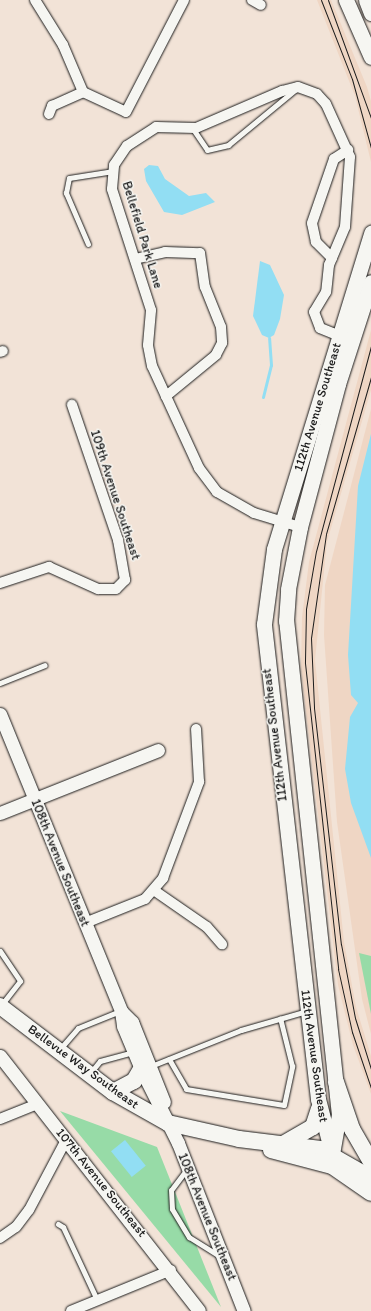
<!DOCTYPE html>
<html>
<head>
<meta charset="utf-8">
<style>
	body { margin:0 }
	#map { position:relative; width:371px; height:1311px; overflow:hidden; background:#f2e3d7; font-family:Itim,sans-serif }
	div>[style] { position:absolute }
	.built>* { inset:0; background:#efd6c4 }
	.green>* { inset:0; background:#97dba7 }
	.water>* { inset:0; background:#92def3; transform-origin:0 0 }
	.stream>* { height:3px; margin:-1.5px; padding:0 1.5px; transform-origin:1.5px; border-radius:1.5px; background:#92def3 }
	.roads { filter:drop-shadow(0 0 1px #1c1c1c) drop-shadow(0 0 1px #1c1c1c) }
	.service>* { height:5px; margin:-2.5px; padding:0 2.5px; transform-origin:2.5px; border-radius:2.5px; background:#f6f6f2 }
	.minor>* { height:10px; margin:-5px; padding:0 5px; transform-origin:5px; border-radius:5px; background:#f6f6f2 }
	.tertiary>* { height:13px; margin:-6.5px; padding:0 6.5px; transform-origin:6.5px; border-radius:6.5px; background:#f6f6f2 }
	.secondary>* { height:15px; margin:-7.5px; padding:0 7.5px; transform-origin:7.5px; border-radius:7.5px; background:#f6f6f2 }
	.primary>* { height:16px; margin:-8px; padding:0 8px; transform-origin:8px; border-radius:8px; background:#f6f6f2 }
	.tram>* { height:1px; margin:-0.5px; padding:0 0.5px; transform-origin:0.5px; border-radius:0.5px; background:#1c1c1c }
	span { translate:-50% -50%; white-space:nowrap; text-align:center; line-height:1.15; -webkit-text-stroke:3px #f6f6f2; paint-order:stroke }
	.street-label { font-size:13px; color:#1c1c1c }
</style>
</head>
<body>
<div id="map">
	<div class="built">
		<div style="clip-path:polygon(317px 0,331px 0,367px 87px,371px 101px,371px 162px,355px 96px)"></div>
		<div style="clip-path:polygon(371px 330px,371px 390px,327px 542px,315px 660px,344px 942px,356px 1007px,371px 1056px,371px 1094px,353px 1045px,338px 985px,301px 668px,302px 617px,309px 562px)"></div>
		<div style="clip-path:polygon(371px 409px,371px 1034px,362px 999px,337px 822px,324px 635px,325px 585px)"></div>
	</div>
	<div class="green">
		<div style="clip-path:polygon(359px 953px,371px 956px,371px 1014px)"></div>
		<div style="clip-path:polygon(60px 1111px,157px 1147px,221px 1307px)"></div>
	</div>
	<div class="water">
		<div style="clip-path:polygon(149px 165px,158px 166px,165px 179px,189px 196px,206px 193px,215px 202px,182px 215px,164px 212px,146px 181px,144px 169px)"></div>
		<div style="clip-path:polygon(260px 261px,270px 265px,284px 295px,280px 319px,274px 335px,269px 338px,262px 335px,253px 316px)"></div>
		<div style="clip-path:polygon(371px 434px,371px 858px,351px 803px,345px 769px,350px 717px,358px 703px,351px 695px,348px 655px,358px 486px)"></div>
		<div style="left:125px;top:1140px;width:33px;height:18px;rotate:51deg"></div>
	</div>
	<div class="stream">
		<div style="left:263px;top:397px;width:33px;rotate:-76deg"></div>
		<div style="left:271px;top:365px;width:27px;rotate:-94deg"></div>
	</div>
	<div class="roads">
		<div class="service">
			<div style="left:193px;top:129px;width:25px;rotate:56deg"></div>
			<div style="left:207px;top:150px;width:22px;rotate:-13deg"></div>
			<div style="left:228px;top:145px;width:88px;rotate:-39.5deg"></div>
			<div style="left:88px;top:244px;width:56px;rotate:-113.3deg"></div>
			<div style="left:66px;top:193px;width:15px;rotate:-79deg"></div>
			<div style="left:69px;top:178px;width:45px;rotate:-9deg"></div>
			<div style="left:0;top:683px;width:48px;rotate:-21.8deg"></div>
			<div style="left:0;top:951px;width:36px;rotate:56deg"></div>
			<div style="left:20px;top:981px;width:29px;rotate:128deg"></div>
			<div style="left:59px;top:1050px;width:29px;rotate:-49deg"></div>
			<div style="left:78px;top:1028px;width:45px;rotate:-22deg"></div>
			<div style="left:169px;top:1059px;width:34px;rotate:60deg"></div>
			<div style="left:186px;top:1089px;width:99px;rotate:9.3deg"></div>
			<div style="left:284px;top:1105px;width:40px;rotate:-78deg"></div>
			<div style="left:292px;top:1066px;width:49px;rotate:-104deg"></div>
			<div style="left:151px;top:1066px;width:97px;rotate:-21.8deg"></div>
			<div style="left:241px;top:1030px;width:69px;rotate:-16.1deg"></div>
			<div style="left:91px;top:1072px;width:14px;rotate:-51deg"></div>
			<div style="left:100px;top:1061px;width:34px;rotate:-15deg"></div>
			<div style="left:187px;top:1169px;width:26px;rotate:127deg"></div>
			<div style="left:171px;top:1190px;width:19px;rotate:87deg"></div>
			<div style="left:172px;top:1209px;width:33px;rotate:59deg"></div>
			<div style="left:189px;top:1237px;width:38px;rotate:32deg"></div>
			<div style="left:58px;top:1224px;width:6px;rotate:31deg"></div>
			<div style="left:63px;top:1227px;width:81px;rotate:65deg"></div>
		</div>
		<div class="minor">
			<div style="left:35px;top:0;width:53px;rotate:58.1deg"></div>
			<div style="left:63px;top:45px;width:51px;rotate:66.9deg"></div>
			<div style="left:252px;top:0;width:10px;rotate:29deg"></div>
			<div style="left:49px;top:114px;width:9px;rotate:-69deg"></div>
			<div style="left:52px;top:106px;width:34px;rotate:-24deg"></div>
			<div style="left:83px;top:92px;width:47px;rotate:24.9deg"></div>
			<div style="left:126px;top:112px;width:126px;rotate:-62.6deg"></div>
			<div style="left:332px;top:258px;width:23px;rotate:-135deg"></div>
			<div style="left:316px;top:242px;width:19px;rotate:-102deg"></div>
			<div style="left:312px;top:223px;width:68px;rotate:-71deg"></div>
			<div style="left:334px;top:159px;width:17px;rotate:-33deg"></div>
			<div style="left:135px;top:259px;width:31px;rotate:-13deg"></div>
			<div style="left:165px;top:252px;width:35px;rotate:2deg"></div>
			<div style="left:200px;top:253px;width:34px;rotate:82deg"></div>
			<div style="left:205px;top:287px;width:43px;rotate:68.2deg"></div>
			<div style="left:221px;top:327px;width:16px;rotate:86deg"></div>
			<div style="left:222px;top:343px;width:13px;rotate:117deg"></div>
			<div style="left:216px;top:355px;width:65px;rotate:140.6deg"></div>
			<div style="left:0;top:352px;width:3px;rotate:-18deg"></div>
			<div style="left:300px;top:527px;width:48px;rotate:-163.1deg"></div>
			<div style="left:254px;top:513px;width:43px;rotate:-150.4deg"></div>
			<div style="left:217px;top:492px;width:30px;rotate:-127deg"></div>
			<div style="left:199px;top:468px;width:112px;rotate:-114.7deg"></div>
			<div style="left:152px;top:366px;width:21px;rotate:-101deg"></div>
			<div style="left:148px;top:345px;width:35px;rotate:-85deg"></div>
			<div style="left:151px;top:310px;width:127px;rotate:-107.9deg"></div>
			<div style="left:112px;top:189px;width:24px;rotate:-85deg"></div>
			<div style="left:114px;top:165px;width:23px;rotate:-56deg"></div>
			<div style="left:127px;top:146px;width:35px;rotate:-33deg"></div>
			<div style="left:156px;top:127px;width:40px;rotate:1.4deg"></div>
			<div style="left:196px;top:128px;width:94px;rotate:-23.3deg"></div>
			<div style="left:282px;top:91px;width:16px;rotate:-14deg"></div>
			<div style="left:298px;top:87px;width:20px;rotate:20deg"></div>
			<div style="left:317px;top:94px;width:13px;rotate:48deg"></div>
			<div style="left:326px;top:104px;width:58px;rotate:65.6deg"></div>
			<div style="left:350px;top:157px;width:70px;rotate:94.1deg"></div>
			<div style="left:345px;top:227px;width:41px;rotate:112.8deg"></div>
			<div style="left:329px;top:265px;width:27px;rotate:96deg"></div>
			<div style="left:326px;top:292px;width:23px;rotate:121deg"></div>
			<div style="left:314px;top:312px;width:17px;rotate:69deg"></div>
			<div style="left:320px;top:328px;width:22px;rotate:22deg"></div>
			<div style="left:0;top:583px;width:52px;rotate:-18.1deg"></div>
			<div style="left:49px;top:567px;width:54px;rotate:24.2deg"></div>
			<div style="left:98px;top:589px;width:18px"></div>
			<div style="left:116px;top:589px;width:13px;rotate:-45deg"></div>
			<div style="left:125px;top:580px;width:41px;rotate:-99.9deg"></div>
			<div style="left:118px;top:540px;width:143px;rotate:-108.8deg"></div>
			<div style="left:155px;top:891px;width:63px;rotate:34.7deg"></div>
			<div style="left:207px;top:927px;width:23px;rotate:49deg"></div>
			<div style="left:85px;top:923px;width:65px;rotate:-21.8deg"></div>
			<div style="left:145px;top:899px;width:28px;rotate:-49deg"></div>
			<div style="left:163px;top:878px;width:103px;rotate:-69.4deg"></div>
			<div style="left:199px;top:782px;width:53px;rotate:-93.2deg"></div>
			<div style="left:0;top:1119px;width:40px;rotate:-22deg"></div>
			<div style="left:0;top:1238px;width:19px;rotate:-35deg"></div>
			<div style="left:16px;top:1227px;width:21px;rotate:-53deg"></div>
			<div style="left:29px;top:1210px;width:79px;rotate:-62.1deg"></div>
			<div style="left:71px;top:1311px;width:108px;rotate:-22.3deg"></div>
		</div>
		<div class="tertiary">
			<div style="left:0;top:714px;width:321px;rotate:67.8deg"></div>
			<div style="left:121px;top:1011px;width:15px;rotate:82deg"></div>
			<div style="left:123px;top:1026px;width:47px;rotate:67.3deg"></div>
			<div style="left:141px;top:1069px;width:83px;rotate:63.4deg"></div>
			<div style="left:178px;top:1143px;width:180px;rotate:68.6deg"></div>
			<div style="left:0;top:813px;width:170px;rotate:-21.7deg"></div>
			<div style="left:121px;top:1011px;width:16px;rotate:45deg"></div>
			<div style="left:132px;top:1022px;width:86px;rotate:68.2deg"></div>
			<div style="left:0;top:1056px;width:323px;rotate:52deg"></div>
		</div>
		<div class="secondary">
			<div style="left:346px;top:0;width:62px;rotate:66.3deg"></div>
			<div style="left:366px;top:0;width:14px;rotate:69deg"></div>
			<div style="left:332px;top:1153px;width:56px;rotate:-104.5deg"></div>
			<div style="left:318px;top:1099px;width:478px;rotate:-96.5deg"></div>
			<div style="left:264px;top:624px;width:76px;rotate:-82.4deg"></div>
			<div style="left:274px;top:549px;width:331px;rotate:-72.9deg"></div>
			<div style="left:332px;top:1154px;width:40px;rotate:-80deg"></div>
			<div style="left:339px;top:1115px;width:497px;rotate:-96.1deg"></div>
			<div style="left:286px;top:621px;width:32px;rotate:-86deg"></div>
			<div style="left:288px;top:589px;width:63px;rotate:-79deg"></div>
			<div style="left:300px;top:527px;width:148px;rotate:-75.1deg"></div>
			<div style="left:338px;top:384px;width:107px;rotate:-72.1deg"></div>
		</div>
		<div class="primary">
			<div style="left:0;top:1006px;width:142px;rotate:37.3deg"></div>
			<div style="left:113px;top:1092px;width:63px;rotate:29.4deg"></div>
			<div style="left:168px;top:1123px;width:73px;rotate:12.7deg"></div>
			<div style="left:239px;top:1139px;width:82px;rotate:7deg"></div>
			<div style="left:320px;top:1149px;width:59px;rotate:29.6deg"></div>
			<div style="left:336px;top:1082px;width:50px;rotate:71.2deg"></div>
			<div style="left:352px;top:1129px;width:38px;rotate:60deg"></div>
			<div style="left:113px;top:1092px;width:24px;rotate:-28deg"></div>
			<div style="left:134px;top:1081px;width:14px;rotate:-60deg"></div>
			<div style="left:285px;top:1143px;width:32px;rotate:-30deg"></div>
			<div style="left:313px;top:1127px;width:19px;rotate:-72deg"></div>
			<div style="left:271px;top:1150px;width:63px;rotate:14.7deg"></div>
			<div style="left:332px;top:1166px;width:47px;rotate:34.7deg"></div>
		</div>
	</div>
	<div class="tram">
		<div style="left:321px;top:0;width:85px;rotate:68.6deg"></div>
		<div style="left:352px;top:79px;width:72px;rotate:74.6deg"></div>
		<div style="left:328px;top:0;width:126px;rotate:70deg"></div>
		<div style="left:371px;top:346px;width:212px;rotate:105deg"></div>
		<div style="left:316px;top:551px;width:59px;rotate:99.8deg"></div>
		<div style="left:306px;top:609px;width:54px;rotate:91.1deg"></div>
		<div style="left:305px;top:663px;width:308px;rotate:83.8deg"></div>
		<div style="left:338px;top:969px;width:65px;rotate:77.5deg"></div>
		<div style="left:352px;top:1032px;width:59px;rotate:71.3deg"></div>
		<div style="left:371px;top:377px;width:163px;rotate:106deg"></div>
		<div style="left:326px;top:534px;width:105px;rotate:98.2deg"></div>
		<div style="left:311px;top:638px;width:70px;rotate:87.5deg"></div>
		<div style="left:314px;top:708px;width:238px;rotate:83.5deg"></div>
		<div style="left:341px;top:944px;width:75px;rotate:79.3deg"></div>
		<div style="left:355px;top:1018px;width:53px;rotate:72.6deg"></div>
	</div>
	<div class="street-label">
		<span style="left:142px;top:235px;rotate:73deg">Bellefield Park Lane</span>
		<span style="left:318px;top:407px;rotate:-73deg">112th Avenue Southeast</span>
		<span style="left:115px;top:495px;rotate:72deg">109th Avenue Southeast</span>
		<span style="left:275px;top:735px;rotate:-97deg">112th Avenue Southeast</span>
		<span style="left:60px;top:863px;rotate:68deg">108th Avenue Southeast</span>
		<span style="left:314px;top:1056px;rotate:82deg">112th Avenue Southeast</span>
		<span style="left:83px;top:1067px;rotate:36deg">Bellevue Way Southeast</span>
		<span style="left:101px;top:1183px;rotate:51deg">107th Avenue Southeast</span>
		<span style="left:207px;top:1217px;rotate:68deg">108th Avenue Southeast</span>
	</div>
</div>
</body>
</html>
---
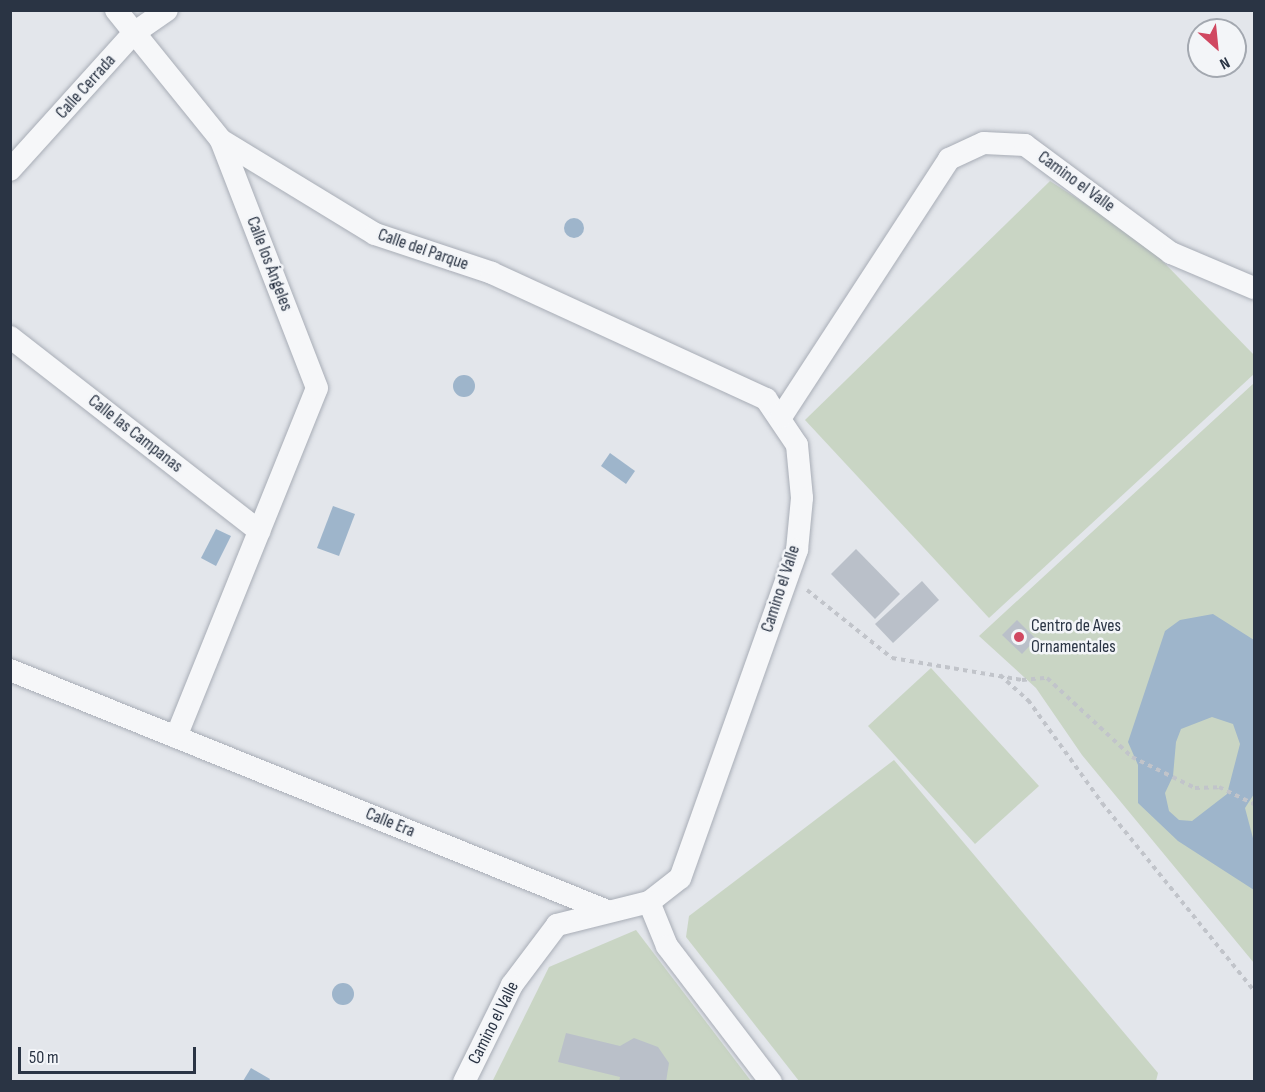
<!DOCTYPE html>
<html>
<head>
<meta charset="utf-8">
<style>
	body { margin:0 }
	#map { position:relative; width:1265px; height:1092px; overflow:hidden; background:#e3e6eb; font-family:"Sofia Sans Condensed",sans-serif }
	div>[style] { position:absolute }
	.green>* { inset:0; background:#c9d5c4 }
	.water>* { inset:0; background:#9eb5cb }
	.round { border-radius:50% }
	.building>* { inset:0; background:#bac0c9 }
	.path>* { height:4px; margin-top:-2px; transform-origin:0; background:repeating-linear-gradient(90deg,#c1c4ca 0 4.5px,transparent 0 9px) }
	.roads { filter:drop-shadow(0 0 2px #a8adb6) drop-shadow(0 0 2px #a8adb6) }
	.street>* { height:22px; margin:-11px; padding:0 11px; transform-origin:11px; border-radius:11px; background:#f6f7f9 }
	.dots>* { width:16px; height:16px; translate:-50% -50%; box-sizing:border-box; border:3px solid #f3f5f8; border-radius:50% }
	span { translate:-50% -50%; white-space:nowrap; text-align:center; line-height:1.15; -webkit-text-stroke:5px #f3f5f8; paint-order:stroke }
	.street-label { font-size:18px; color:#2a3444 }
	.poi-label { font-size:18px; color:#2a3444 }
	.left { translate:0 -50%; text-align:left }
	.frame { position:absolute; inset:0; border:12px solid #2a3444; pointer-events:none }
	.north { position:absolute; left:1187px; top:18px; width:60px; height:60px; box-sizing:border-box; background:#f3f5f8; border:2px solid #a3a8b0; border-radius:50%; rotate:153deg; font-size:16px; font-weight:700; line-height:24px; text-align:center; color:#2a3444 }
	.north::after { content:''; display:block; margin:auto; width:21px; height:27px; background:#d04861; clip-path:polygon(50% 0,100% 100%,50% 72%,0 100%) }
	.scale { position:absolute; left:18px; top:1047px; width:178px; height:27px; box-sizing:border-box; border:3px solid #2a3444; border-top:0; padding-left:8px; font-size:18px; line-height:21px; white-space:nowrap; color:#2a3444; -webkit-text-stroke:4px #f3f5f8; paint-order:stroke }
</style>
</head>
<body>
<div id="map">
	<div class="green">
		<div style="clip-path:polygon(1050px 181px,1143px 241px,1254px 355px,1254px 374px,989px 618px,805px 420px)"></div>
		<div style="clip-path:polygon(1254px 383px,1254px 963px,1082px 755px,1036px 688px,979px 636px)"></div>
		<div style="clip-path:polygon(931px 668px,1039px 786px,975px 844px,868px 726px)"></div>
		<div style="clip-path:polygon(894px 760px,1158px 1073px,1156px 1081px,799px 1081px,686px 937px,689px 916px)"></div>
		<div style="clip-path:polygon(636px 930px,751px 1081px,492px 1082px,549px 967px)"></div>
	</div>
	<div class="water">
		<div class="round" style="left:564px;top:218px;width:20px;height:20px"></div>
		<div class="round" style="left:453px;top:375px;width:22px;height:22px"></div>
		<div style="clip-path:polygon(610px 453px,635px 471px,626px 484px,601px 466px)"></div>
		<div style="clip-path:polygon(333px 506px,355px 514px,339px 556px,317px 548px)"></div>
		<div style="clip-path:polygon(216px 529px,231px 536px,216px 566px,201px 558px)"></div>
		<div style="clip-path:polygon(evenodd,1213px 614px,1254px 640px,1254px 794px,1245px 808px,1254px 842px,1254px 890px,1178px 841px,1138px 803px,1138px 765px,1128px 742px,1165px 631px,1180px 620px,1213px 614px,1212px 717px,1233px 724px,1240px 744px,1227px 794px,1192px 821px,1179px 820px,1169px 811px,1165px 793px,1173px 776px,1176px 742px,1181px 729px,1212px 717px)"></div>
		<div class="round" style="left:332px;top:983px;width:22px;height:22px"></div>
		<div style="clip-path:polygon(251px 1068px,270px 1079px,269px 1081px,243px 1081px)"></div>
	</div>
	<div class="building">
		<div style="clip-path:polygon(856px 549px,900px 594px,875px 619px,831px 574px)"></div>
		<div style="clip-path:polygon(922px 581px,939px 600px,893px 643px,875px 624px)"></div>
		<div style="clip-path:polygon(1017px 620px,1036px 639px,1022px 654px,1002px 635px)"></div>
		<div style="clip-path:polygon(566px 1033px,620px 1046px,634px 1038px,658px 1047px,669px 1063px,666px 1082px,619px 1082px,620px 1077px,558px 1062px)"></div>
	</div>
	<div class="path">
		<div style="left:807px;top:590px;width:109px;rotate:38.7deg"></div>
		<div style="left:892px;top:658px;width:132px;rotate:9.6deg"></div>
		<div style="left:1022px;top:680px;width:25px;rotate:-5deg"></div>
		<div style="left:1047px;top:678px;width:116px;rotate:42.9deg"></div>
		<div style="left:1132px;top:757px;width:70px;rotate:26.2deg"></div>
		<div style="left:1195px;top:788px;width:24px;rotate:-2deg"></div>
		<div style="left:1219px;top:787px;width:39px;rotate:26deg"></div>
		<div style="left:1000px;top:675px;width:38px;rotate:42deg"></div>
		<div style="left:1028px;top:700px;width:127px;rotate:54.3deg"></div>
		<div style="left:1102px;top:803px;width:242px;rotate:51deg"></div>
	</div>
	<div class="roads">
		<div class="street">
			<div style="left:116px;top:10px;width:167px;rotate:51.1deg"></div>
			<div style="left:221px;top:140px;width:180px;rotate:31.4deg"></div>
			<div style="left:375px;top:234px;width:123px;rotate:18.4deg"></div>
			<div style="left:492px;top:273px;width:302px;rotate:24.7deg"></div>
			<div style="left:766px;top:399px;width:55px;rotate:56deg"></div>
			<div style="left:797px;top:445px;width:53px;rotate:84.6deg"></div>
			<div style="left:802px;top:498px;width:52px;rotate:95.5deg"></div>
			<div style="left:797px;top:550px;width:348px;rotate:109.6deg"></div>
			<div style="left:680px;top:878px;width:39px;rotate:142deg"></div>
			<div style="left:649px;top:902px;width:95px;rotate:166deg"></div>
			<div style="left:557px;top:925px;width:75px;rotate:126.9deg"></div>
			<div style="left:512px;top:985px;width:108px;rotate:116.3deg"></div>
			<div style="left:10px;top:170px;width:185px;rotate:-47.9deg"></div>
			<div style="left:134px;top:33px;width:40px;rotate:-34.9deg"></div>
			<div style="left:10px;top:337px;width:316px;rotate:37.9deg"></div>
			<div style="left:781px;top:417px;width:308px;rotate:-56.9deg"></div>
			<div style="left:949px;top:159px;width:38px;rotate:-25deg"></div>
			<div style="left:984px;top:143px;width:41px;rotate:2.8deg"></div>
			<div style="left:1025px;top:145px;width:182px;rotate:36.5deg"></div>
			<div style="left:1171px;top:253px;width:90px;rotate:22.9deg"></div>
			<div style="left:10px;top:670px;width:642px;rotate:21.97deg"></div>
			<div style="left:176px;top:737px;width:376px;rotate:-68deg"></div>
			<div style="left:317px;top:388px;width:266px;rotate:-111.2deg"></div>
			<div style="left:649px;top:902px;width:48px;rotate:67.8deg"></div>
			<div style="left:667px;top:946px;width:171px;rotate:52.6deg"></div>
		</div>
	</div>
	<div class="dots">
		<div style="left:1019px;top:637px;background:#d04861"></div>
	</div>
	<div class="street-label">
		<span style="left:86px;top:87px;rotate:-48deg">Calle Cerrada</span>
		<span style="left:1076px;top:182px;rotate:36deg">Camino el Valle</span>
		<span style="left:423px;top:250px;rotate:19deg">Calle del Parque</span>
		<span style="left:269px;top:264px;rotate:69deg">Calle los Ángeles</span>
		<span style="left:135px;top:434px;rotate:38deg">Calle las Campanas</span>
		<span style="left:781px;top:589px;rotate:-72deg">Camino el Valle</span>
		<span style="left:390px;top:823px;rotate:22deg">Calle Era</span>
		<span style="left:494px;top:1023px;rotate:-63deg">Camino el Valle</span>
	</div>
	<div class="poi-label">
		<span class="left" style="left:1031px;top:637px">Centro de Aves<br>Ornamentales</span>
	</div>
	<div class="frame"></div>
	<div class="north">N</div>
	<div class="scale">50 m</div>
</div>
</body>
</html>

What you are asked to do
Once you find the line with "translate:0 -50%; text-align:left" in the entries above, output it and each line after it up to and including the line with "position:absolute; left:1187px; top:18px;", and nothing else.

Final answer
	.left { translate:0 -50%; text-align:left }
	.frame { position:absolute; inset:0; border:12px solid #2a3444; pointer-events:none }
	.north { position:absolute; left:1187px; top:18px; width:60px; height:60px; box-sizing:border-box; background:#f3f5f8; border:2px solid #a3a8b0; border-radius:50%; rotate:153deg; font-size:16px; font-weight:700; line-height:24px; text-align:center; color:#2a3444 }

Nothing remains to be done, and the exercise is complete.